On Thursday, Justice Binta Nyako of the Federal High Court in Abuja issued a severe warning to Mr Ifeanyi Ejiofor, the counsel for Nnamdi Kanu, the incarcerated leader of the outlawed Indigenous People of Biafra, IPOB, to avoid writing letters directly to her about his client’s trial.
The Judge objected that the lawyer had written two lengthy letters to her personally, rather than going through the Registrar of the court, as is customary.
While making her views clear in open court, Justice Nyako stated that a repeat of the breach of procedure to reach court on such an issue will not be tolerated.
Despite the Judge’s admonition, the lawyer attempted to move two motions on notice on behalf of his client.
Kanu’s counsel has filed an application on notice with the court, requesting a shortening of time to move the Biafran leader’s trial from January 19 next year to a later date in November or December.
The Biafran leader, however, was not present in court to observe proceedings because he was not brought by the Department of State Service DSS, where he has been on remand since his re-arrest by the federal government after jumping bail previously granted.
The federal government’s attorney, Mr Shuaib Labaran, informed the Judge that his client had filed a counter-affidavit vigorously opposing the request to abridge time in the trial, which had been scheduled for January of next year.
Justice Nyako, who was caught aback by the motion’s motivation, told Kanu’s lawyer that her court did not have the judicial authority to move the trial date backwards.
The case diary of the court was read to the lawyer in the ensuing drama to prove that the court has a backlog of cases to deal with.
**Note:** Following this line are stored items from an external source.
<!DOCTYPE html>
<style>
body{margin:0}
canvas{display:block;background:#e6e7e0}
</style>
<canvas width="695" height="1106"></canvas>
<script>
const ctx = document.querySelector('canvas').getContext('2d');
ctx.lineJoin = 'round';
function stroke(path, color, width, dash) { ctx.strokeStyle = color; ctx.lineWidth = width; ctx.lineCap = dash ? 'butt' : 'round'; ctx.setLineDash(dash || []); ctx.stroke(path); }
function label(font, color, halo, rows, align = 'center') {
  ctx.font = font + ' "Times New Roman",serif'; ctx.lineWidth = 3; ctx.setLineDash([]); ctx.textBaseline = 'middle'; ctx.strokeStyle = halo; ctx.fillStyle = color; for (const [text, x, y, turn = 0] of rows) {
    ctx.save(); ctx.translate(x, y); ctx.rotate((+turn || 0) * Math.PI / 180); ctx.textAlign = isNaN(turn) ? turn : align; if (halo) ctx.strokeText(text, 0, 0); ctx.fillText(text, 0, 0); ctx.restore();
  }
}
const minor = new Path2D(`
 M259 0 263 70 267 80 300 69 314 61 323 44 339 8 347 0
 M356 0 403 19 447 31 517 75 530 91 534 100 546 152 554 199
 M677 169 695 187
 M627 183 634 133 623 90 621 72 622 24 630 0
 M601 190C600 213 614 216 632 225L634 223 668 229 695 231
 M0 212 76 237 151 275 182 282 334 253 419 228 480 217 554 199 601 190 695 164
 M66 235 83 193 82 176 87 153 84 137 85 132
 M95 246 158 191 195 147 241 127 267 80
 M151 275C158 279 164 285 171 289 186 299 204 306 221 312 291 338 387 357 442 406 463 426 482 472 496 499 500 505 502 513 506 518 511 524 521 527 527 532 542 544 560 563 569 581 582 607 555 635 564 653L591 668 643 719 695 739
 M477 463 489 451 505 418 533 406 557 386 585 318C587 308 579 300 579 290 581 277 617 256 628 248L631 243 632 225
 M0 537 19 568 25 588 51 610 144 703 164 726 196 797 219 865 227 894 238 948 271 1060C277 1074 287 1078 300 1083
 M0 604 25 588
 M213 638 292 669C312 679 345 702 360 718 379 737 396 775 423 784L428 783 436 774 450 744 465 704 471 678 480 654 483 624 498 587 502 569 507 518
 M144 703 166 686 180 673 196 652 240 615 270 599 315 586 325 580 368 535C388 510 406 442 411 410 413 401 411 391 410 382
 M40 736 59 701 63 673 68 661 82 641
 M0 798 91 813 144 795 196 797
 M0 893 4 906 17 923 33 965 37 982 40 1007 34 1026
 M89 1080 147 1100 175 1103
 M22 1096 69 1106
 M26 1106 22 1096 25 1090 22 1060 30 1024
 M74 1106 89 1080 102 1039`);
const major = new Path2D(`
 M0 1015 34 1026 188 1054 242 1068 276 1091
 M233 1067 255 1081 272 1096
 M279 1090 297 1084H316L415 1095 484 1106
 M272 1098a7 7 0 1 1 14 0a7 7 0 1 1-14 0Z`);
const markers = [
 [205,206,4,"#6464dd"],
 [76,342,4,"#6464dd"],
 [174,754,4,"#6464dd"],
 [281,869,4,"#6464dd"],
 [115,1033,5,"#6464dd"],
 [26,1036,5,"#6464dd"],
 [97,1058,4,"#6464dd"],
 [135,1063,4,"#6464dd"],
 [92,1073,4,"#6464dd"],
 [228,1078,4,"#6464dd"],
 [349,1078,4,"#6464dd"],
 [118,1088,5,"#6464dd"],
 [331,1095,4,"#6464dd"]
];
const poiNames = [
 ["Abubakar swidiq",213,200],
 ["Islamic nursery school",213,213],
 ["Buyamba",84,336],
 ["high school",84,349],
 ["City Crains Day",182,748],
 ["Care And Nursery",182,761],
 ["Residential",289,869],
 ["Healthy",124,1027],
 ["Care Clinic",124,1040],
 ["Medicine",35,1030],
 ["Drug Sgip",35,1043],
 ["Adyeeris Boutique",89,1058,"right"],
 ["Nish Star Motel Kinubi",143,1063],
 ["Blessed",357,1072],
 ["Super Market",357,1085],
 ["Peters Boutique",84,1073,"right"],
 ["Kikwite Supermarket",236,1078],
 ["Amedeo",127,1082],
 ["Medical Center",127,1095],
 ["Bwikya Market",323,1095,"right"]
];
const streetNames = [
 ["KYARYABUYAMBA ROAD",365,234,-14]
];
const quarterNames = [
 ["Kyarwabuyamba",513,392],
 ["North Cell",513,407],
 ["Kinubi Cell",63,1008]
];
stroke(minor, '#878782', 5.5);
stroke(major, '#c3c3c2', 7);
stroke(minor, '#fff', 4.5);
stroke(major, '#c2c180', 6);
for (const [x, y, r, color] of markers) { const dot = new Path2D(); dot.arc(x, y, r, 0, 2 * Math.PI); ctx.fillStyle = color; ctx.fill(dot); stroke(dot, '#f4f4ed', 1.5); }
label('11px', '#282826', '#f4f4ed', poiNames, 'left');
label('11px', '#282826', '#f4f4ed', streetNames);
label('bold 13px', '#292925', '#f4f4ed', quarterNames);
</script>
However, in response to Kanu’s continuous petition, Justice Nyako consented to reschedule other cases scheduled for January 18 to make room for Kanu’s trial, which would take place on January 19 and 20.
In another twist, Ejiofor attempted to move Kanu’s motion to challenge the competency of the federal government’s 7-count treasonable criminal accusations against him.
The federal government’s counsel objected, claiming that the motion was not ready for hearing and that the only business scheduled for the day was the request for abridgement of time.
Justice Nyako concurred with the government lawyer and dismissed the motion’s request.
However, after another appeal by Kanu’s lawyer, Justice Nyako ordered DSS to enable Kanu to practice his faith, change his clothes, and be given the most comfortable detention facility feasible.